LC-MS/MS with HPLC technique was employed to determine the chemical profile of capsanthin-enriched extract. Liquid chromatogram patterns of capsanthin-enriched extract showed major peaks at their retention times of 5.88, 6.24, 6.84 and 7.11 min (Fig. S3). Furthermore, capsanthin-enriched extract showed a molecular ion peak at a retention time of 7.11 min with the fragmentation of m/z=585.30 [M⁺]⁺ (Fig. S4) and dehydrated productions ([MH-H₂O]⁺ at m/z=567, which was correlated with capsanthin from literature studies (33). In order to unequivocally prove the capsanthin identification, after isolation from capsanthin-enriched extract, the structure was confirmed using ¹H-NMR and ¹³C-NMR spectroscopy. The NMR data were consistent with those in the literature (33). The ¹H-NMR, ¹³C-NMR data and the structure of capsanthin are shown in Figs. S5a, S5b and S5c respectively.
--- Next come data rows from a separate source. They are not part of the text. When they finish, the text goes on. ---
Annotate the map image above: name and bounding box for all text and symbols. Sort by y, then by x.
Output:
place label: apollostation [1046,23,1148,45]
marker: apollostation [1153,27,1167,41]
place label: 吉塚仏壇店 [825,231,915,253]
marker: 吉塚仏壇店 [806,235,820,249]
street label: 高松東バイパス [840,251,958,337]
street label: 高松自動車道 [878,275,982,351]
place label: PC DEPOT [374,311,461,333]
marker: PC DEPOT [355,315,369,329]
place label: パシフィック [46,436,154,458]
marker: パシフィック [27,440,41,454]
All surviving animals were subjected to necropsy and both external and internal gross pathological examinations at the end of the study. No gross abnormality was found in the treated and control groups. One animal was found dead in the group fed HFD with capsaicin pellet during the dosing period, which was due to autolysis according to the necropsy analysis. Mice in the group receiving ND showed normal histology without any microscopic alterations. In all treated groups, mildly to moderately diffuse fatty infiltration was observed in the liver. No hepatitis, haemorrhage, hepatocyte necrosis and fat cysts were observed in the treated groups.
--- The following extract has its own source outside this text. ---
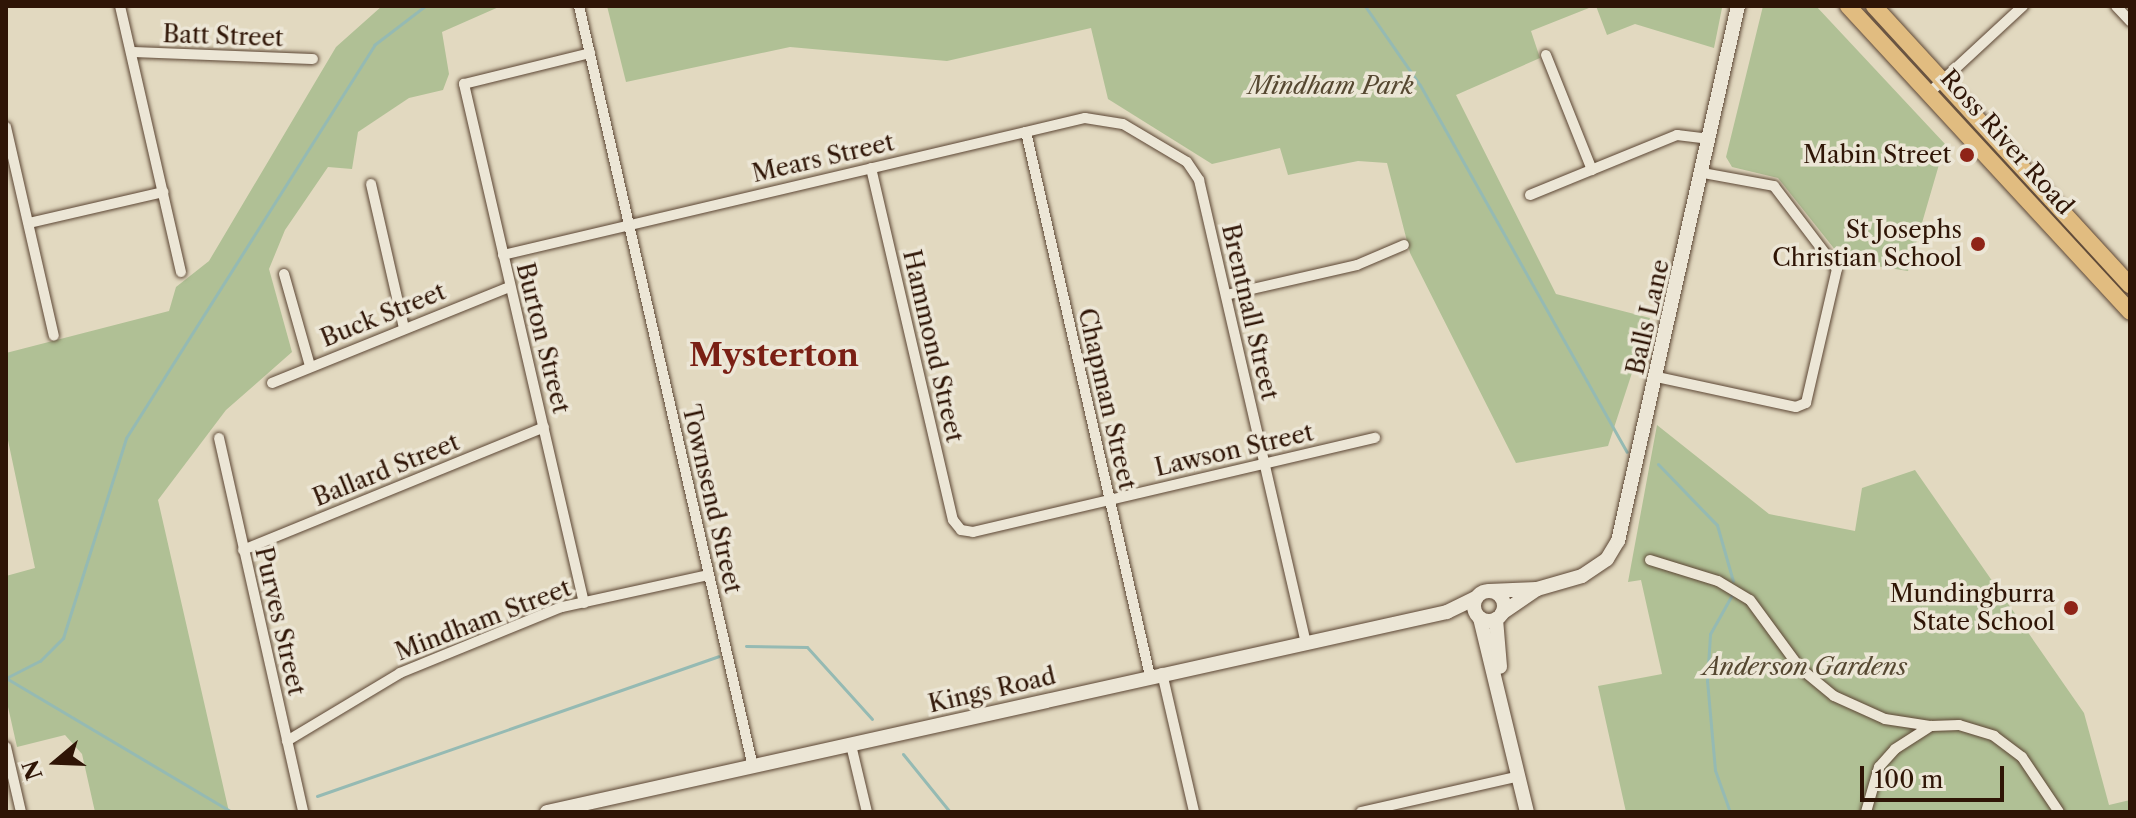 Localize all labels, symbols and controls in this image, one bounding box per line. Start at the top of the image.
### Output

The histopathological scoring of the liver is presented in Table 1. Animals treated with capsanthin-enriched pellets and capsaicin pellets did not reveal any microscopic alteration in the liver, kidneys and white adipose tissues (inguinal and epididymal). Histological examination revealed that the sizes of the white adipose tissues (inguinal and epididymal) were significantly smaller in the treated group, and a significant mass reduction in inguinal white adipose tissue (37.0% lower) and epididymal white adipose tissue (43.64% lower) was noted in the group receiving a high dose of capsanthin-enriched pellets (Fig. 3). White inguinal and epididymal adipose tissues of various treated and control groups of mice are shown in Fig. 4 and Fig. 5 respectively. The larger adipocytes were observed in the HFD group than in the ND group. In the ND group, the adipocytes were normal with regular sizes. The obese mice from the HFD control group showed fat stored in adipocytes as accumulated lipid droplets that occupy most of the cytoplasm. In the HFD group, larger adipocytes were observed in the adipose tissue than in the ND group. The normal adipocyte distribution was observed in the ND group with regular sizes of cells (Fig. 4 and Fig. 5), whereas in the HFD control, the enlarged adipocytes that occupied most of the cytoplasm were noted. However, the adipocytes of the groups receiving HFD with capsanthin-enriched pellets and HFD with capsaicin pellets were smaller and comparable to the groups fed HFD with orlistat and ND.

Blood acts as a pathological reflector of the status of the animals exposed to phytochemicals and plays a vital role in their biological, pathological and nutritional status (46). The examination of haematological parameters provides the opportunity to clinically investigate the impact of highly standardized capsanthin, which has not been assessed and reported previously. We examined the clinical chemistry and haematological parameters and reported the obesity biomarkers of mice fed capsanthin-enriched pellets for the first time. There was no significant change in the haematological (Table S5) and clinical chemistry parameters (Table 2) in all control and treated groups. However, a nonsignificant reduction of the total cholesterol, LDL, HDL, triglycerides and blood glucose levels was observed in the groups treated with capsanthin-enriched pellets compared to the control group receiving HFD.